PROBLEM STATEMENT —
Please copy out every line of the listing below in which the word "class" appears.

ENTRIES SHOWN —

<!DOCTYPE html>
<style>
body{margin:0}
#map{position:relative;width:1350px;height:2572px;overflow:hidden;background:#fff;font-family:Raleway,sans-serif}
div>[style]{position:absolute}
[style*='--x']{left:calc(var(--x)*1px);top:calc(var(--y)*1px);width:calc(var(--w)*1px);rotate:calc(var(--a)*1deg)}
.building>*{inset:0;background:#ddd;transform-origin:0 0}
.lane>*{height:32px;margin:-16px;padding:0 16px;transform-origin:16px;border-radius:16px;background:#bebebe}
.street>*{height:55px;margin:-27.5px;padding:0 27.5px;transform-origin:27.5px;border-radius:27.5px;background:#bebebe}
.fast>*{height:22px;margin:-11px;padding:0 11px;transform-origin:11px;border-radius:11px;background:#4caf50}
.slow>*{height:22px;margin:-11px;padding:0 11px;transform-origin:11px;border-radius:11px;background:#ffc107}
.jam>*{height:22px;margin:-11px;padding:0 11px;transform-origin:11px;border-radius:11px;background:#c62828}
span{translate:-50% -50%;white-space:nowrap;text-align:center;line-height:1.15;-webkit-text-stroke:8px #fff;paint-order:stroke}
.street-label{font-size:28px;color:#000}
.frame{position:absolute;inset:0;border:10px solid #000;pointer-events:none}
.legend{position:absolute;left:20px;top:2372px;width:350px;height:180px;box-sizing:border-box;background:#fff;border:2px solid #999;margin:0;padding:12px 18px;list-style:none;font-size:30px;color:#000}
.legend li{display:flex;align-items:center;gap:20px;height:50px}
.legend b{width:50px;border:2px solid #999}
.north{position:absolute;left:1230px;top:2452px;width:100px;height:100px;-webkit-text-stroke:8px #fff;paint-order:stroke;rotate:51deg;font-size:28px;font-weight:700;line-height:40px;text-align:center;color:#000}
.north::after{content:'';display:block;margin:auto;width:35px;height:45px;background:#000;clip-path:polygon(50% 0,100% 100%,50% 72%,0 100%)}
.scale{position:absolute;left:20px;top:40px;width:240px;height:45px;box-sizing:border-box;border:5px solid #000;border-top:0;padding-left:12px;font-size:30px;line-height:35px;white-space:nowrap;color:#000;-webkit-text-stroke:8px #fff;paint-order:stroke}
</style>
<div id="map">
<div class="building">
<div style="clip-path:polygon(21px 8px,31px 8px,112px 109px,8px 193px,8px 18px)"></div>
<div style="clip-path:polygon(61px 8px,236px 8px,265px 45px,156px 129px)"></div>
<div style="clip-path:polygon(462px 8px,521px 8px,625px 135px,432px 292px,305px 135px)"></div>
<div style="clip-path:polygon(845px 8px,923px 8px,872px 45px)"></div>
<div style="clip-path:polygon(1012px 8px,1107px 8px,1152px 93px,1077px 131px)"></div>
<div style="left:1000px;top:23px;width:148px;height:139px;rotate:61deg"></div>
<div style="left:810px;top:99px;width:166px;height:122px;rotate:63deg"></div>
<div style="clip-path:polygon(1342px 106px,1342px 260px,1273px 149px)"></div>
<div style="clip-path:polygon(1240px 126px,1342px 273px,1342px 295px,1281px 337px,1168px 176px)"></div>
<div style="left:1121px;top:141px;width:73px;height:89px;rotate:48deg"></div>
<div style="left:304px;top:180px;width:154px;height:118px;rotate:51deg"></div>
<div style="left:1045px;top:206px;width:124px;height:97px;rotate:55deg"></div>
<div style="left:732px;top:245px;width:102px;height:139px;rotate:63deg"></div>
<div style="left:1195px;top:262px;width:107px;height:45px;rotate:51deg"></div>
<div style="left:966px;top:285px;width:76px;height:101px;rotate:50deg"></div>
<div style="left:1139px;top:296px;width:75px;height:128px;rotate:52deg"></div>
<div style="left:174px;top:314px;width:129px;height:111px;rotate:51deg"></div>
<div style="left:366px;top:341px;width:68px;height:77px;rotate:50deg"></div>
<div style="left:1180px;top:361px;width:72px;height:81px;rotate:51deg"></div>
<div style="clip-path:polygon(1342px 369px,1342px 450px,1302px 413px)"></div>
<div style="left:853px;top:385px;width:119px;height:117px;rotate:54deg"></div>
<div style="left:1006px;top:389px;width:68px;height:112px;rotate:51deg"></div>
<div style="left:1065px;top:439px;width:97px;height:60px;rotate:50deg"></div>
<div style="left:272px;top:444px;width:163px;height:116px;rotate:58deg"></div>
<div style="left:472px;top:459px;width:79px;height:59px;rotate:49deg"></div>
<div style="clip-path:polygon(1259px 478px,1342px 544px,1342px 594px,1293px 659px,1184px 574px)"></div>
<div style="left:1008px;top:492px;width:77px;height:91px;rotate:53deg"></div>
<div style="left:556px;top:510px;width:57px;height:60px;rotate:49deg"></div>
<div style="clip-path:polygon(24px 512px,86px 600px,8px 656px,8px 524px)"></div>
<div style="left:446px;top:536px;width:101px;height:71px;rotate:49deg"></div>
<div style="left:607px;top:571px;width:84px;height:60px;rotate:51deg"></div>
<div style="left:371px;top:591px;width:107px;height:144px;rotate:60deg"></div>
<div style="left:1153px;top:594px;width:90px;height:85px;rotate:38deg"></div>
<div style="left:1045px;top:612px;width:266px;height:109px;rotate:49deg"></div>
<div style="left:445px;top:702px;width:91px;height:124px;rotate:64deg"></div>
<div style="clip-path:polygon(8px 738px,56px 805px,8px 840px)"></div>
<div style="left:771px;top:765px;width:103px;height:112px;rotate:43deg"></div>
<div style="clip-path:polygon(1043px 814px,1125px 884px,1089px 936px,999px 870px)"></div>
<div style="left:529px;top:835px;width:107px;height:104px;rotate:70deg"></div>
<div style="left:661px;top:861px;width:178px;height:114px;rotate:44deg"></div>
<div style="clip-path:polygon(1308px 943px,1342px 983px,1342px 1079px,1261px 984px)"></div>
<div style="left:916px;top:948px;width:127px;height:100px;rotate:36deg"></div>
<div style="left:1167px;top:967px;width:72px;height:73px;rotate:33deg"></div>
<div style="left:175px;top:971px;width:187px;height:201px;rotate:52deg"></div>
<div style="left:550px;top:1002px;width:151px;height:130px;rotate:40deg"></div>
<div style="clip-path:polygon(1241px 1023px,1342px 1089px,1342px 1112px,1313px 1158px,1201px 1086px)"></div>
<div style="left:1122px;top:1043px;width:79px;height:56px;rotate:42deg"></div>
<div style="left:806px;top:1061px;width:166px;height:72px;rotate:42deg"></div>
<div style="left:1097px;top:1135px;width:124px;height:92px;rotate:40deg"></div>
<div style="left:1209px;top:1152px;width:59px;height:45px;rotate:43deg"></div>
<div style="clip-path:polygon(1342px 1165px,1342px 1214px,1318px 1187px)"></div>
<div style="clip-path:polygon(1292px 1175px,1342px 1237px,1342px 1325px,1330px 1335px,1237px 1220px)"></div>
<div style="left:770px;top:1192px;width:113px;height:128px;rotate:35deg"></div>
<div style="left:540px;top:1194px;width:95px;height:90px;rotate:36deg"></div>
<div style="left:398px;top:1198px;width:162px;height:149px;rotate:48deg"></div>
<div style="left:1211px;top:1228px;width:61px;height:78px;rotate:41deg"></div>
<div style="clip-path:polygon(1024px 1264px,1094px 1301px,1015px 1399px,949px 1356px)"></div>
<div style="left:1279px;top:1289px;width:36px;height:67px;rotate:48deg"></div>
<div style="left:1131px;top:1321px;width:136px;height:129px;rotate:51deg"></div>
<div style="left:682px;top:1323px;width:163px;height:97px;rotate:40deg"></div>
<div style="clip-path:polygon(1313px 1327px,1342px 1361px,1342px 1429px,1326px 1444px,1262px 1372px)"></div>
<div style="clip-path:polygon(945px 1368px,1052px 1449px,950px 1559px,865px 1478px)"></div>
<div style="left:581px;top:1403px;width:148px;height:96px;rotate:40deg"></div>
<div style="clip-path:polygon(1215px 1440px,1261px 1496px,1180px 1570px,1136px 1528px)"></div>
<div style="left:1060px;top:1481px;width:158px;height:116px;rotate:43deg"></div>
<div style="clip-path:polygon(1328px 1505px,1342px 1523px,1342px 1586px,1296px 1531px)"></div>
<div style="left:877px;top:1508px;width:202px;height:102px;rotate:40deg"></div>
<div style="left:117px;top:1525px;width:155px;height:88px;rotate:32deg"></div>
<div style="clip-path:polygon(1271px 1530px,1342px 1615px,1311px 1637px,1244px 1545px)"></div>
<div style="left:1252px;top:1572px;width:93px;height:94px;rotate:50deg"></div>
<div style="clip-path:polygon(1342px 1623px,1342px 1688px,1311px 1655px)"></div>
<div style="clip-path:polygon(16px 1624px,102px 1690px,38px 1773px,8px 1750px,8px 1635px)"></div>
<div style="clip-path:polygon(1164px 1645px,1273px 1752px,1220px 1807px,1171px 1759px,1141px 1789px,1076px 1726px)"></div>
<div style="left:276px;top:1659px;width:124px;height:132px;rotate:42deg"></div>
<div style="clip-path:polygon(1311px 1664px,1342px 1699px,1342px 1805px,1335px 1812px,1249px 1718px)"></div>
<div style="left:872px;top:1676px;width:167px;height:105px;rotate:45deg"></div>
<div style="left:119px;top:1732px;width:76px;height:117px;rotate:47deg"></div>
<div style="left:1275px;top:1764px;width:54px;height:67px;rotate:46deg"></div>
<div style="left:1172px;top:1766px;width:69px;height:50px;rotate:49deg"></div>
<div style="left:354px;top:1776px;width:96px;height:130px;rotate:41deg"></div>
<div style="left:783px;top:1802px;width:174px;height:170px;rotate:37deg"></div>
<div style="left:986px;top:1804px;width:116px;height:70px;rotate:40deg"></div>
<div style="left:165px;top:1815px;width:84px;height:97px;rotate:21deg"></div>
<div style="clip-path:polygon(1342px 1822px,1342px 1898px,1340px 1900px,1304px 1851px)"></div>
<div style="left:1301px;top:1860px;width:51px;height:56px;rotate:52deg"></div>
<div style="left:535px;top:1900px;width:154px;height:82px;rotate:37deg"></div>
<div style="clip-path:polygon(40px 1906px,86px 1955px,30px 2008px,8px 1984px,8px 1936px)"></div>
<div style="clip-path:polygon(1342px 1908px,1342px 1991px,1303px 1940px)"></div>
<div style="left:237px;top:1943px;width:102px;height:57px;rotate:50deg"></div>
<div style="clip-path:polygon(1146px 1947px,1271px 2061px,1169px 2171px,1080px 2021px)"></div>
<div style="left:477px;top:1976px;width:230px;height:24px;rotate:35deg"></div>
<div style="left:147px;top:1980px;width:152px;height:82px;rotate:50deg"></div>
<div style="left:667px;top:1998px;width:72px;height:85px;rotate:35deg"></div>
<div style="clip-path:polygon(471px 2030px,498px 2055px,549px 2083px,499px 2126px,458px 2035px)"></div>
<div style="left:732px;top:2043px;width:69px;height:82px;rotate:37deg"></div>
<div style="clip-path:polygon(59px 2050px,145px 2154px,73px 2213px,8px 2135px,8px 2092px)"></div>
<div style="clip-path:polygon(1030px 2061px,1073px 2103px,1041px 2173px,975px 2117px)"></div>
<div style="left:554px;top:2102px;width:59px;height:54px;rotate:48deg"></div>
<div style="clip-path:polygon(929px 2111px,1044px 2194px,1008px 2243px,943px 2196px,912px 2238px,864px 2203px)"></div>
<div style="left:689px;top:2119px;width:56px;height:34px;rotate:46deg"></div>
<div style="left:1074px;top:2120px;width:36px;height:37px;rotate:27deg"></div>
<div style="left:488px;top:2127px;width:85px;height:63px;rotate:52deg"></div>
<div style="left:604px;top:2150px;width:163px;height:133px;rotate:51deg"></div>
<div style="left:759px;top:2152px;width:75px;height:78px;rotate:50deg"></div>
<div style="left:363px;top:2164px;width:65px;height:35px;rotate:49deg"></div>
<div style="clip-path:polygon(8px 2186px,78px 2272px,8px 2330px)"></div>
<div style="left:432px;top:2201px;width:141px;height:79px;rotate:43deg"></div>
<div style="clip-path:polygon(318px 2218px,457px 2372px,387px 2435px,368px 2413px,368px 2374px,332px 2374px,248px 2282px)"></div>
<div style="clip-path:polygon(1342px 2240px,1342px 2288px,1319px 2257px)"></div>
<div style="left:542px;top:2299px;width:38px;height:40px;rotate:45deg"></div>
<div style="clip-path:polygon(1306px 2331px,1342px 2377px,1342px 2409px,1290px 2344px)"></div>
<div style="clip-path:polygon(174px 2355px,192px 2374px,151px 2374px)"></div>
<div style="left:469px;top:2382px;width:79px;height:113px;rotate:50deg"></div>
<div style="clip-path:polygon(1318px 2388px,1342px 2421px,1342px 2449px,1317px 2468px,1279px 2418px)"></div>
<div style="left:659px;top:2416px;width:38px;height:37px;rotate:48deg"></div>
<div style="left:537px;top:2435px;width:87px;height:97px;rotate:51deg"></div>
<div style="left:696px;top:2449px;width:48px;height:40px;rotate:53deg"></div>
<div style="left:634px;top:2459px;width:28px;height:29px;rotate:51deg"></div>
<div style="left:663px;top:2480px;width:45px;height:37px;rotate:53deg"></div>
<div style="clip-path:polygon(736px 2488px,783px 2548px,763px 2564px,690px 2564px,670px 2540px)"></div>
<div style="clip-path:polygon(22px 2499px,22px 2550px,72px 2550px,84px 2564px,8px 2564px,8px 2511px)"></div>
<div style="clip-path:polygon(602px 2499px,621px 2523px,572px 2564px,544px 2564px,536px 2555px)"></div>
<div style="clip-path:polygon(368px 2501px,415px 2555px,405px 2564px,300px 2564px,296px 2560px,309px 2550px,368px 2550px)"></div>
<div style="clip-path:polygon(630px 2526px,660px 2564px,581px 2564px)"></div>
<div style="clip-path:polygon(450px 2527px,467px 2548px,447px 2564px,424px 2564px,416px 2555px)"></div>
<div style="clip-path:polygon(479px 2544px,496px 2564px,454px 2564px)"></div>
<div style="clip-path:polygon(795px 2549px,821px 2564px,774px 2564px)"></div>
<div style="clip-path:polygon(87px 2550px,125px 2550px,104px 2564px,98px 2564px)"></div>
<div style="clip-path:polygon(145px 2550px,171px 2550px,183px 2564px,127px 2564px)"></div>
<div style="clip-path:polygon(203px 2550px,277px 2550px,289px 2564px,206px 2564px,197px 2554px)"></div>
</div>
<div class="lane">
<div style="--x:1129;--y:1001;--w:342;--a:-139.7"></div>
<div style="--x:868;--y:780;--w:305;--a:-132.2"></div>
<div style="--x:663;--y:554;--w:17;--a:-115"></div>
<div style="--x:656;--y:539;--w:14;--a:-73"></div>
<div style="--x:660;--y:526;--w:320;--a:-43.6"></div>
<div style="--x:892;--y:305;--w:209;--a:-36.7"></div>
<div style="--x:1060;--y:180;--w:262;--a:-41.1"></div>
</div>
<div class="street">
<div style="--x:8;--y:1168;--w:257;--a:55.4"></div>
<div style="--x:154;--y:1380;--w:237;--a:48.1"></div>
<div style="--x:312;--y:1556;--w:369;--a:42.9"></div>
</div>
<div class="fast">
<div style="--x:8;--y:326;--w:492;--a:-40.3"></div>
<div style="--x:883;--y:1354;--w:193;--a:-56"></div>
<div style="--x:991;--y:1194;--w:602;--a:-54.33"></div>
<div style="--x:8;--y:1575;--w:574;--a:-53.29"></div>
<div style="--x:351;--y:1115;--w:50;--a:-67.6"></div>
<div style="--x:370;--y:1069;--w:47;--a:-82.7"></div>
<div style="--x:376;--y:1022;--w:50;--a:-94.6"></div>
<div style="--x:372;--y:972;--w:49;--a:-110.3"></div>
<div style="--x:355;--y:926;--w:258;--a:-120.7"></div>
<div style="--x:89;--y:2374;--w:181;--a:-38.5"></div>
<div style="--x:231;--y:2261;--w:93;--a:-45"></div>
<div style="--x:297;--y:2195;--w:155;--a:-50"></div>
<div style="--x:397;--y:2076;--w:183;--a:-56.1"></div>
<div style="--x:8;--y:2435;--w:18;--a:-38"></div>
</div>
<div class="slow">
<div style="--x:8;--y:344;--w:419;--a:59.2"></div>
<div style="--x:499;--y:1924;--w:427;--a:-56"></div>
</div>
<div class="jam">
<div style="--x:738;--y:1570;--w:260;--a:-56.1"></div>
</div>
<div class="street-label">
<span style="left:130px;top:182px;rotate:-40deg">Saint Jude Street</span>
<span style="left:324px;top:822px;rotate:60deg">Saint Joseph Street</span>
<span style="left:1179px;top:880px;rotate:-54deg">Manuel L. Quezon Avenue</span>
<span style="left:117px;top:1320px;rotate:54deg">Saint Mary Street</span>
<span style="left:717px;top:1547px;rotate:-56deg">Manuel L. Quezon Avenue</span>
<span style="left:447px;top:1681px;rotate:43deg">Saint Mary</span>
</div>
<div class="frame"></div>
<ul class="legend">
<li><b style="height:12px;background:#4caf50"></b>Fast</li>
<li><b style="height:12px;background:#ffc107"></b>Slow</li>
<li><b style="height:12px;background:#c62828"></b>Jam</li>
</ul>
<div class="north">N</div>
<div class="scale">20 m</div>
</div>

FINISHED TASK —
<div class="building">
<div class="lane">
<div class="street">
<div class="fast">
<div class="slow">
<div class="jam">
<div class="street-label">
<div class="frame"></div>
<ul class="legend">
<div class="north">N</div>
<div class="scale">20 m</div>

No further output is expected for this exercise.